**Records shown**
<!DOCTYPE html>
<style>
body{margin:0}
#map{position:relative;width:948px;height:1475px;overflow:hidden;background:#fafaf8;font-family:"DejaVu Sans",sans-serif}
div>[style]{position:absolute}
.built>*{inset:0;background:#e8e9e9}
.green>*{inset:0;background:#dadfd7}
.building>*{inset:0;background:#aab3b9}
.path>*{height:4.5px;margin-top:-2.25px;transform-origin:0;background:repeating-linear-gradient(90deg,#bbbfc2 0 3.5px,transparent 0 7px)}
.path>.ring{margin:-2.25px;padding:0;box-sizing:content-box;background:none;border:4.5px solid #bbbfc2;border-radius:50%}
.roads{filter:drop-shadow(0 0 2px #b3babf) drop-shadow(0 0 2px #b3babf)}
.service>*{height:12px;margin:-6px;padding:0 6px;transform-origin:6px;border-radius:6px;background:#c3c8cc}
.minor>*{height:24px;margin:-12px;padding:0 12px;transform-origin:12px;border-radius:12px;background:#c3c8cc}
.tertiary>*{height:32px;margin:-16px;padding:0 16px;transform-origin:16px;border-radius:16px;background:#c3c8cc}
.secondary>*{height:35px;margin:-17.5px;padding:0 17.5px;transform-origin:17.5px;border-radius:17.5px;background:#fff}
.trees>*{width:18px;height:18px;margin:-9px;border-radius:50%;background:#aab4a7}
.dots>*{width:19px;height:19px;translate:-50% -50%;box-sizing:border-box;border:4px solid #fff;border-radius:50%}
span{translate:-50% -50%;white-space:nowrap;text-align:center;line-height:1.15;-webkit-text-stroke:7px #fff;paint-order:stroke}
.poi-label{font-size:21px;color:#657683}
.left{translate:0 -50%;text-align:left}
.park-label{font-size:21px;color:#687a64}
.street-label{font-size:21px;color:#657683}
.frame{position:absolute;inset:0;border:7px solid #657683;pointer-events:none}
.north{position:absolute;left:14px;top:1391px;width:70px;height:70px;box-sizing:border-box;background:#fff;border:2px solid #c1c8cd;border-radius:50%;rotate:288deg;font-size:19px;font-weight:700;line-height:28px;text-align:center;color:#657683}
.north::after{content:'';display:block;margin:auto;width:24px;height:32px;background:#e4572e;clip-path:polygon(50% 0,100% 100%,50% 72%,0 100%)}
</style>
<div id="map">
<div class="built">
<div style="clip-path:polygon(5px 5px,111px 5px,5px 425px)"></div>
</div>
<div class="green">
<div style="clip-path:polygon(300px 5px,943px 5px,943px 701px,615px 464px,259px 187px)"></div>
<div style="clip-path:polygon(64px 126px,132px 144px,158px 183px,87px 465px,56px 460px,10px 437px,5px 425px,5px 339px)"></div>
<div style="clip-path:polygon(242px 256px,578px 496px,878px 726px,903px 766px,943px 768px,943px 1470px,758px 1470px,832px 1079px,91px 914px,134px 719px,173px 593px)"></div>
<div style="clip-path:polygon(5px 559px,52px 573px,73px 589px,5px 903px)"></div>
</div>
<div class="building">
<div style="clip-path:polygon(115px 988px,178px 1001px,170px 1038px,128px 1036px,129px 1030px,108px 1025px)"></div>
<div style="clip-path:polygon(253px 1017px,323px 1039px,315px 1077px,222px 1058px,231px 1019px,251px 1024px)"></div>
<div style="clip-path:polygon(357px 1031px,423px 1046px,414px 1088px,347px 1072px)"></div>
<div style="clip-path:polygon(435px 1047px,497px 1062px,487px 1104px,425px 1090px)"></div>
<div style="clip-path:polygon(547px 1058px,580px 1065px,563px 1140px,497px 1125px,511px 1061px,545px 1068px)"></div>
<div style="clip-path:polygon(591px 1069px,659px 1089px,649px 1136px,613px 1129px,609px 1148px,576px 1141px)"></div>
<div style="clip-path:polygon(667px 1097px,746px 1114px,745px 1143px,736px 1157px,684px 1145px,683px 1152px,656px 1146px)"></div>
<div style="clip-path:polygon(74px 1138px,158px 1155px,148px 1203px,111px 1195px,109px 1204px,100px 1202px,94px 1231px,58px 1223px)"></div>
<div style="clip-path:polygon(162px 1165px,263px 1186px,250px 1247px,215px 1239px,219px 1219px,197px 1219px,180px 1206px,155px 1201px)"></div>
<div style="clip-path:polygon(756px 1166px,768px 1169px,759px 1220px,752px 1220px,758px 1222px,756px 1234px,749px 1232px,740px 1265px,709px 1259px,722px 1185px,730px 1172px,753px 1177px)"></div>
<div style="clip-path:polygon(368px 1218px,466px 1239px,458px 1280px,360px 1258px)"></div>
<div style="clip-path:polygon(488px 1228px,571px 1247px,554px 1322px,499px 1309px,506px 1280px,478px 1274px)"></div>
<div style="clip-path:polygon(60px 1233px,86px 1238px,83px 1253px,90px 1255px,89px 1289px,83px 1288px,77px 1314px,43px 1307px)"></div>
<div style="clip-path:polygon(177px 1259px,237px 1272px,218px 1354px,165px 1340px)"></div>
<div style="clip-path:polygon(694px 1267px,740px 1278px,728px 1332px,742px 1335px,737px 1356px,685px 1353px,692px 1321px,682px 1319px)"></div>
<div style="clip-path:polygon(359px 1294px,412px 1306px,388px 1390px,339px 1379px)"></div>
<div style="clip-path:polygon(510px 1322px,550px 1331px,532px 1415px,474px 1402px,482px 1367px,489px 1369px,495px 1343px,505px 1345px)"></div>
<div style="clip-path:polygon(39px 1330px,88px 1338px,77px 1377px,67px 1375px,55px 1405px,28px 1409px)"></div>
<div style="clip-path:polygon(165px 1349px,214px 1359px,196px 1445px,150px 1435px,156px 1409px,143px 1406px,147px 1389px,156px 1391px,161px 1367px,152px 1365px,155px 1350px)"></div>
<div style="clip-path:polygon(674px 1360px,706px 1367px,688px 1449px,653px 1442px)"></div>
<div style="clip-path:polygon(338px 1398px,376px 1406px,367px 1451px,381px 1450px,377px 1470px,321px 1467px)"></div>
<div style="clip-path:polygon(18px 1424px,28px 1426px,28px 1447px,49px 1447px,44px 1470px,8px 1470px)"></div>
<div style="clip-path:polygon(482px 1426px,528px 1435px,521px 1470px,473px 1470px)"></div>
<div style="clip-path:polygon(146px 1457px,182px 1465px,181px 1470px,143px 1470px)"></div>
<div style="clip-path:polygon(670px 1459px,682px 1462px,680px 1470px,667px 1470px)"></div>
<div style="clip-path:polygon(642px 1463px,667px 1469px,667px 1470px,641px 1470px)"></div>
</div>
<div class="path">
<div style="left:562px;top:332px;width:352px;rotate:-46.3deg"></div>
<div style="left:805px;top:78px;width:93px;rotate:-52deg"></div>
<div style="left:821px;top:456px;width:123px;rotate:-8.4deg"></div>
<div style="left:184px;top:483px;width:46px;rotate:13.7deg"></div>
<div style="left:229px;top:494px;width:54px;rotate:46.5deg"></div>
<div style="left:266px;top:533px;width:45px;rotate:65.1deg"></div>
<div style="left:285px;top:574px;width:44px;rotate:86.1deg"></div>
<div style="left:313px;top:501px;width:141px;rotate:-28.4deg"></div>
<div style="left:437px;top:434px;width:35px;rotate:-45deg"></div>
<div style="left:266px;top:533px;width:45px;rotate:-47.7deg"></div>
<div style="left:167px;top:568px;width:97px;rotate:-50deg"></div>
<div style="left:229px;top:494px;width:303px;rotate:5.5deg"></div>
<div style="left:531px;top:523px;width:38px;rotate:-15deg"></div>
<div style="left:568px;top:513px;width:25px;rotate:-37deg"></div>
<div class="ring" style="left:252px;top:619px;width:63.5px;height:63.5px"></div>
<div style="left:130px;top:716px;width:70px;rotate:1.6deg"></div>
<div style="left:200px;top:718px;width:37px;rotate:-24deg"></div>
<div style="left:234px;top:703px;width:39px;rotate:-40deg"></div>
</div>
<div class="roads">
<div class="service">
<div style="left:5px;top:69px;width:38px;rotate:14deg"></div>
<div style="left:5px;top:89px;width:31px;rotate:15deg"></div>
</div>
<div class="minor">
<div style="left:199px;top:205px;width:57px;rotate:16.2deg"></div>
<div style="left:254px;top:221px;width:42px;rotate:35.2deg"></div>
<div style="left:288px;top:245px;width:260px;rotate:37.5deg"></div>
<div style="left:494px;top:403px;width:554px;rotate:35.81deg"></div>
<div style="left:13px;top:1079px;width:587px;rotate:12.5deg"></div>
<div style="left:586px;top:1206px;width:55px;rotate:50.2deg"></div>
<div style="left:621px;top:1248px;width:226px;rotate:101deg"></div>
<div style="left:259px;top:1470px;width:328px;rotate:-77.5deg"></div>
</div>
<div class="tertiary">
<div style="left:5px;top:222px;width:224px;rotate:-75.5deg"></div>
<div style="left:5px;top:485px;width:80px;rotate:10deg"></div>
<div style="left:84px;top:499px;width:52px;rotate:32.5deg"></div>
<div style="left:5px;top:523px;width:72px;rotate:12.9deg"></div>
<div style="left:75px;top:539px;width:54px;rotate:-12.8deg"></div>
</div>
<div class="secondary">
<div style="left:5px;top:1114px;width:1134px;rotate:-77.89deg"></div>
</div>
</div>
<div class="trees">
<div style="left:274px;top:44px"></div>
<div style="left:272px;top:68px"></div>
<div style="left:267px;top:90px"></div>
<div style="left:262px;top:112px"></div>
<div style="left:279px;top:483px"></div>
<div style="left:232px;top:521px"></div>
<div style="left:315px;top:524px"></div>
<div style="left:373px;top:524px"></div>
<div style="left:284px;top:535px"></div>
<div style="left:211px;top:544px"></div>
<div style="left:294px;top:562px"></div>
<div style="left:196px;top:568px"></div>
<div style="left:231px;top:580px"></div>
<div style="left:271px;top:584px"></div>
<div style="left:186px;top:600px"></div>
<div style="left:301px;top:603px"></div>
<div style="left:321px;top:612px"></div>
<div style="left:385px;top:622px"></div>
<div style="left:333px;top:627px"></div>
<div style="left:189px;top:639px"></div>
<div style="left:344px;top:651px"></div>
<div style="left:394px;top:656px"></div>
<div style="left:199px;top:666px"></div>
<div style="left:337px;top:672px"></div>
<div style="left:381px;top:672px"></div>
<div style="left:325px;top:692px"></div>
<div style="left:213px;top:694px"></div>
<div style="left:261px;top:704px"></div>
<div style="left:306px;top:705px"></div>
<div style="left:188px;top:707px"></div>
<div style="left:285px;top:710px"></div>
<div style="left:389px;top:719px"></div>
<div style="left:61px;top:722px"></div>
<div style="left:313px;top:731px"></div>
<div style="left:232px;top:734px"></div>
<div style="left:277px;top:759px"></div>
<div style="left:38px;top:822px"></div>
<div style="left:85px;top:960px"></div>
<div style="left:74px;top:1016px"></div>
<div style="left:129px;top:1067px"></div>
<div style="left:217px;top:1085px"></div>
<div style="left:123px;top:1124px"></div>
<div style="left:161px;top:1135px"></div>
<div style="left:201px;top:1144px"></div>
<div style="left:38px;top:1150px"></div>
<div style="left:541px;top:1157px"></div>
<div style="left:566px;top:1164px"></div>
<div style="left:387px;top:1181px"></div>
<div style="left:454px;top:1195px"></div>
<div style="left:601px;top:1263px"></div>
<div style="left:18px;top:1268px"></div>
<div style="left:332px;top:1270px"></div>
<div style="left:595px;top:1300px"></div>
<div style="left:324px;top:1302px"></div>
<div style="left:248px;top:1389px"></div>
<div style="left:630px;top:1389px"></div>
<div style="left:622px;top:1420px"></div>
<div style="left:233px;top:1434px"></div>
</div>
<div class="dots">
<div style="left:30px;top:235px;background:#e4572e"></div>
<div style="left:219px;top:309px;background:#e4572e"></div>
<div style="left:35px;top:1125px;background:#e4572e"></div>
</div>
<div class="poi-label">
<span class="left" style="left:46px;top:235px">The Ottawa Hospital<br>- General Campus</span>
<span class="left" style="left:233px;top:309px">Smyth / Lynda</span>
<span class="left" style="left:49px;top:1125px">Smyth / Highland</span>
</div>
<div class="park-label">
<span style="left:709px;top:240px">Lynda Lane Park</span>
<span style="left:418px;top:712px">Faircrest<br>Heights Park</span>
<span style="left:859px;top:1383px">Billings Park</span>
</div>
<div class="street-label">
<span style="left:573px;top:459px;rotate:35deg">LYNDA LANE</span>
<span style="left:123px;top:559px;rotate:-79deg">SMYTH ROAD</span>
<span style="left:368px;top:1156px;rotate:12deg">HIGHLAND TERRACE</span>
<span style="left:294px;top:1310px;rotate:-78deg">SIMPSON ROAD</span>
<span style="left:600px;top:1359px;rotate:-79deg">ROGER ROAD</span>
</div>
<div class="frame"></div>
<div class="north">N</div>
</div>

**What the exercise asks**
Lines that hold "service" are the ones to copy, so pick each out from the data.

**Task answer**
.service>*{height:12px;margin:-6px;padding:0 6px;transform-origin:6px;border-radius:6px;background:#c3c8cc}
<div class="service">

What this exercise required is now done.